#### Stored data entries
:::::

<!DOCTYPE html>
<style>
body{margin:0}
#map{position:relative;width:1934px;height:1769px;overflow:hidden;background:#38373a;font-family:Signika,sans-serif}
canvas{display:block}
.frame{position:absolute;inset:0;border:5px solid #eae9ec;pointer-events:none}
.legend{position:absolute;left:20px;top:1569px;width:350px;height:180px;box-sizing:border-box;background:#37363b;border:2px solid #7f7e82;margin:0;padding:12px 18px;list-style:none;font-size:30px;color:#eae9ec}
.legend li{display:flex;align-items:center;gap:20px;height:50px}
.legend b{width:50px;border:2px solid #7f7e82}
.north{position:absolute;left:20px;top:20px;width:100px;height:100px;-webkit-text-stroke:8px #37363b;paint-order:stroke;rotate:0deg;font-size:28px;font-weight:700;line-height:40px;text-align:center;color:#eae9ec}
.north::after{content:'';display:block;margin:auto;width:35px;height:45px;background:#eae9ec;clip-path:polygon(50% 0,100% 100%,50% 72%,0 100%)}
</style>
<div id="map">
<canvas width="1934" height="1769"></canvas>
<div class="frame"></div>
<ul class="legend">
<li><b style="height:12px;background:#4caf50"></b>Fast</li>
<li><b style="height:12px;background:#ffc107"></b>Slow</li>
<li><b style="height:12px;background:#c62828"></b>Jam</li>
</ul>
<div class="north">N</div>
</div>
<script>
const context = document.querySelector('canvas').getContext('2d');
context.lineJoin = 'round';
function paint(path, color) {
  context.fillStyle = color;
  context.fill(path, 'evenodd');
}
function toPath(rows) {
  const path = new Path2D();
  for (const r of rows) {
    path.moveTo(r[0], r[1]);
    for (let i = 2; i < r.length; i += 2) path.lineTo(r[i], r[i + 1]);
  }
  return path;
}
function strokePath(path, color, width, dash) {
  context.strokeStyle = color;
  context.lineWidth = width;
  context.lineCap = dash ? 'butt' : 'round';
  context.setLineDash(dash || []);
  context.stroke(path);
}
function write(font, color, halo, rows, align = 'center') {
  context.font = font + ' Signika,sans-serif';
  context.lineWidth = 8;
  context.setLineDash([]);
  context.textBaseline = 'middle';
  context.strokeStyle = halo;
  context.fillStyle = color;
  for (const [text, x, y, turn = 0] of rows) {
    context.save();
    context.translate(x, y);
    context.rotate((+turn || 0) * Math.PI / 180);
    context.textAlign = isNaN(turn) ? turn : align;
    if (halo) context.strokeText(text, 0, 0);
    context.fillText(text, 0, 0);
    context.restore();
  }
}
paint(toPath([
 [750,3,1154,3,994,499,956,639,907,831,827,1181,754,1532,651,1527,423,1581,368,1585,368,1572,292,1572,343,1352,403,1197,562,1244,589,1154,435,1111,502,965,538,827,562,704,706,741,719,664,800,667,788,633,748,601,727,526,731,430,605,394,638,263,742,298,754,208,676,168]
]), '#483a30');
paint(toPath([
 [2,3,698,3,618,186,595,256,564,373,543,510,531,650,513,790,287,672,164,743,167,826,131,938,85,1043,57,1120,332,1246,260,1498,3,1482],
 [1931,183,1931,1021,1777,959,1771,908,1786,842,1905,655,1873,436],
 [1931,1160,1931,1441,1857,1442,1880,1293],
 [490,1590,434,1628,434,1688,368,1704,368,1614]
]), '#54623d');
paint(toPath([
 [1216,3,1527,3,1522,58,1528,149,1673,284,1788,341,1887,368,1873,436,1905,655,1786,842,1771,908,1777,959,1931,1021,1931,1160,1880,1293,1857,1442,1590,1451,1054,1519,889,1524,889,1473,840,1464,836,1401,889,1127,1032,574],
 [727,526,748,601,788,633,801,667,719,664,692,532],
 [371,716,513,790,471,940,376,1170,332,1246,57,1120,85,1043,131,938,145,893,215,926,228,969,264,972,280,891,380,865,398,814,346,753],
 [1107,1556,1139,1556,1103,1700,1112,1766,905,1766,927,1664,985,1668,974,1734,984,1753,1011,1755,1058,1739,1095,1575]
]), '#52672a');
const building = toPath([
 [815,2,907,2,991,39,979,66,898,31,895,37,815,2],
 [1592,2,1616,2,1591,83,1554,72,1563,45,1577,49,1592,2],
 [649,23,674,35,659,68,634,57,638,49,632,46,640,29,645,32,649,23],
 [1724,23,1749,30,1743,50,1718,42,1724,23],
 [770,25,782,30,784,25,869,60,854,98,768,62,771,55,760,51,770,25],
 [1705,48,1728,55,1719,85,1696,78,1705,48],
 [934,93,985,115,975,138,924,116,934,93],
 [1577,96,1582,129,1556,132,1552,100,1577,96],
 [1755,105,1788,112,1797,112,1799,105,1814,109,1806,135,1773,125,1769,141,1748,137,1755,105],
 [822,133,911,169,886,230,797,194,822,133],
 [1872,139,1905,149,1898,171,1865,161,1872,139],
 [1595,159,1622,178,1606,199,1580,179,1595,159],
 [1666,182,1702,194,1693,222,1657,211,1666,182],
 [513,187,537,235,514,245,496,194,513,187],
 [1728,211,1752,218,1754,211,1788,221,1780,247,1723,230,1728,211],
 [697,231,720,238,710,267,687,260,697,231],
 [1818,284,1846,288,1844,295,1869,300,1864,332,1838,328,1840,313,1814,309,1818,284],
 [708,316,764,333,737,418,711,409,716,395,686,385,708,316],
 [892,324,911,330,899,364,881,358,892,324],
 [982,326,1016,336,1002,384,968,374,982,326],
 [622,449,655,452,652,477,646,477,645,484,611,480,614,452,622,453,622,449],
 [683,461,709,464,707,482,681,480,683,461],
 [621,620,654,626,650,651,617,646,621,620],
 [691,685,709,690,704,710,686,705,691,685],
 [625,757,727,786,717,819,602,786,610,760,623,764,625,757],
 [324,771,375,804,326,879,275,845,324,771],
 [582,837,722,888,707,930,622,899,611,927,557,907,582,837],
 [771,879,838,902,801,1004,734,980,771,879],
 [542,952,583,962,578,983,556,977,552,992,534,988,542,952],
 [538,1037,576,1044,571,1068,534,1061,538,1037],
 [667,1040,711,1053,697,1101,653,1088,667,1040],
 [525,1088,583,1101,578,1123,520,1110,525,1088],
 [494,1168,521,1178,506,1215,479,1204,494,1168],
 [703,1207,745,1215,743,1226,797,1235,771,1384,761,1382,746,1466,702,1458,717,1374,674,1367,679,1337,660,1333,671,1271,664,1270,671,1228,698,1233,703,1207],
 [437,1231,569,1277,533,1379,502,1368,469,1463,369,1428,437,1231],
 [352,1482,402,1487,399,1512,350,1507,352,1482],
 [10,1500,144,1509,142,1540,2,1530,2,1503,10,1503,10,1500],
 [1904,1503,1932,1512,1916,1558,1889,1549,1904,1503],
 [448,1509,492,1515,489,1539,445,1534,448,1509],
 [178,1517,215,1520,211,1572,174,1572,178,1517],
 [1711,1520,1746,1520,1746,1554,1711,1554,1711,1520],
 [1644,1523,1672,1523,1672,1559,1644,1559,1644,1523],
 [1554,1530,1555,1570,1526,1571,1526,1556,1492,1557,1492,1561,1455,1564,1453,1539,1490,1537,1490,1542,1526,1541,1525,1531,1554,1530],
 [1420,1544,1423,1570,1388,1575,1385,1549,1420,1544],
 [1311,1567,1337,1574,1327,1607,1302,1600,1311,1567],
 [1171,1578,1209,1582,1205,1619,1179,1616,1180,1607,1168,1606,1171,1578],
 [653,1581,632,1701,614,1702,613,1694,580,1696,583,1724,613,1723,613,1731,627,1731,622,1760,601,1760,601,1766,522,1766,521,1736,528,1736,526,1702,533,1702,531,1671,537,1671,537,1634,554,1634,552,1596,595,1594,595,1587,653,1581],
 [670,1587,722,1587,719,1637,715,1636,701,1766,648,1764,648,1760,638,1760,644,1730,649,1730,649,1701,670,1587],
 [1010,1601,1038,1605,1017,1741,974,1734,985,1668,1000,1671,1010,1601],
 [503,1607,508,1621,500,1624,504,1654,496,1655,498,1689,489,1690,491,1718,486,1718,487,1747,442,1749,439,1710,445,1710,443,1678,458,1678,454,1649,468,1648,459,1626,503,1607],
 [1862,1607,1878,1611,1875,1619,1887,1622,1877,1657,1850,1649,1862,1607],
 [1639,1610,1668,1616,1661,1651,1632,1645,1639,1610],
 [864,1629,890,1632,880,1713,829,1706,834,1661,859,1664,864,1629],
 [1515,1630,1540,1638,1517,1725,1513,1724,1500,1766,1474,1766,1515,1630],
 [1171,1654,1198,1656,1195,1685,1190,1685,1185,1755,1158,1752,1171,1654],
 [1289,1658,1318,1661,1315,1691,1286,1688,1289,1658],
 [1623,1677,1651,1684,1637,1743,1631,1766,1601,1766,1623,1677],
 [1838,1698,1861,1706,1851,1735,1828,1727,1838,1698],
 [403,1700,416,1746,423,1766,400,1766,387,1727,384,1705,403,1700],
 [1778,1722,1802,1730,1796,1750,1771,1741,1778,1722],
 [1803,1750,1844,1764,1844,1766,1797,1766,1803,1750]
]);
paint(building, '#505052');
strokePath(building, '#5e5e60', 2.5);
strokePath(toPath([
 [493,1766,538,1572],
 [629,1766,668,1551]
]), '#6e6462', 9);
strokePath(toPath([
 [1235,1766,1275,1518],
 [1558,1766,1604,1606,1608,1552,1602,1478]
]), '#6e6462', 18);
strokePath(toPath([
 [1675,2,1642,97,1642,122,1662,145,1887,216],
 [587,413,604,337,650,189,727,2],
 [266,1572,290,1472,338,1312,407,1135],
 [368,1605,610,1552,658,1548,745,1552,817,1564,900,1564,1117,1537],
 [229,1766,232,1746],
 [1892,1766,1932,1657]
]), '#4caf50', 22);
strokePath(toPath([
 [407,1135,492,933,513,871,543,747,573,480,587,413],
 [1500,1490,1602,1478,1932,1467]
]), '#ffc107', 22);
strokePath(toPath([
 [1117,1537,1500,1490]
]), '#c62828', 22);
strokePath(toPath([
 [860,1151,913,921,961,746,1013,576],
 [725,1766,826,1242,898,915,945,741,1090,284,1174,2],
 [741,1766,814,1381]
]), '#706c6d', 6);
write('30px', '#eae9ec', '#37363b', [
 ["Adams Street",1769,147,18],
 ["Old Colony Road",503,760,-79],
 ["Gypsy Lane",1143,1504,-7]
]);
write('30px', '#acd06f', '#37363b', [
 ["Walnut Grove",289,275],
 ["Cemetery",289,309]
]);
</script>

:::::

#### Work instruction
Show all lines in the entries above where the word "halo" appears.

#### Finished exercise
function write(font, color, halo, rows, align = 'center') {
  context.strokeStyle = halo;
    if (halo) context.strokeText(text, 0, 0);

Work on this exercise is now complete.